* TASK PROMPT
Please print every record below exactly as it appears.

[Items listed in a dataset]
--- START ---

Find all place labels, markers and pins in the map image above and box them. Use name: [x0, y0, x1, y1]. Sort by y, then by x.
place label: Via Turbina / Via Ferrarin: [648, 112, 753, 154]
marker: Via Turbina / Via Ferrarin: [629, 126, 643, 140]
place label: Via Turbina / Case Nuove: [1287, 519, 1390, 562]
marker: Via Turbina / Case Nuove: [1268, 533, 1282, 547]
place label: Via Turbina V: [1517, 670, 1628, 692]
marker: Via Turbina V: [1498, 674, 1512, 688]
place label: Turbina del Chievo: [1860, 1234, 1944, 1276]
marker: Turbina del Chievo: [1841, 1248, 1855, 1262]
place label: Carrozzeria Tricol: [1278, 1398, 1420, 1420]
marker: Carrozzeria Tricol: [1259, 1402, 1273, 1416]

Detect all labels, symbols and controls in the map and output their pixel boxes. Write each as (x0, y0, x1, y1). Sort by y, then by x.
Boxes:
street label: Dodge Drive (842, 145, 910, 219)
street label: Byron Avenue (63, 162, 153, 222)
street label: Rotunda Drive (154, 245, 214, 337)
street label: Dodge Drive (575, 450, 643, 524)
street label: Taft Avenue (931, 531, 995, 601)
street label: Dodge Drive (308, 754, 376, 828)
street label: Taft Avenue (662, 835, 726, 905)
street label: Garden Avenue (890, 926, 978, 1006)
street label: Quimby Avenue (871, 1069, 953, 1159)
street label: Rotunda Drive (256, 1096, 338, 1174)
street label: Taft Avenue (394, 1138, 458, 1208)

--- END ---

* SOLUTION FOR THIS PROBLEM
Find all place labels, markers and pins in the map image above and box them. Use name: [x0, y0, x1, y1]. Sort by y, then by x.
place label: Via Turbina / Via Ferrarin: [648, 112, 753, 154]
marker: Via Turbina / Via Ferrarin: [629, 126, 643, 140]
place label: Via Turbina / Case Nuove: [1287, 519, 1390, 562]
marker: Via Turbina / Case Nuove: [1268, 533, 1282, 547]
place label: Via Turbina V: [1517, 670, 1628, 692]
marker: Via Turbina V: [1498, 674, 1512, 688]
place label: Turbina del Chievo: [1860, 1234, 1944, 1276]
marker: Turbina del Chievo: [1841, 1248, 1855, 1262]
place label: Carrozzeria Tricol: [1278, 1398, 1420, 1420]
marker: Carrozzeria Tricol: [1259, 1402, 1273, 1416]

Detect all labels, symbols and controls in the map and output their pixel boxes. Write each as (x0, y0, x1, y1). Sort by y, then by x.
Boxes:
street label: Dodge Drive (842, 145, 910, 219)
street label: Byron Avenue (63, 162, 153, 222)
street label: Rotunda Drive (154, 245, 214, 337)
street label: Dodge Drive (575, 450, 643, 524)
street label: Taft Avenue (931, 531, 995, 601)
street label: Dodge Drive (308, 754, 376, 828)
street label: Taft Avenue (662, 835, 726, 905)
street label: Garden Avenue (890, 926, 978, 1006)
street label: Quimby Avenue (871, 1069, 953, 1159)
street label: Rotunda Drive (256, 1096, 338, 1174)
street label: Taft Avenue (394, 1138, 458, 1208)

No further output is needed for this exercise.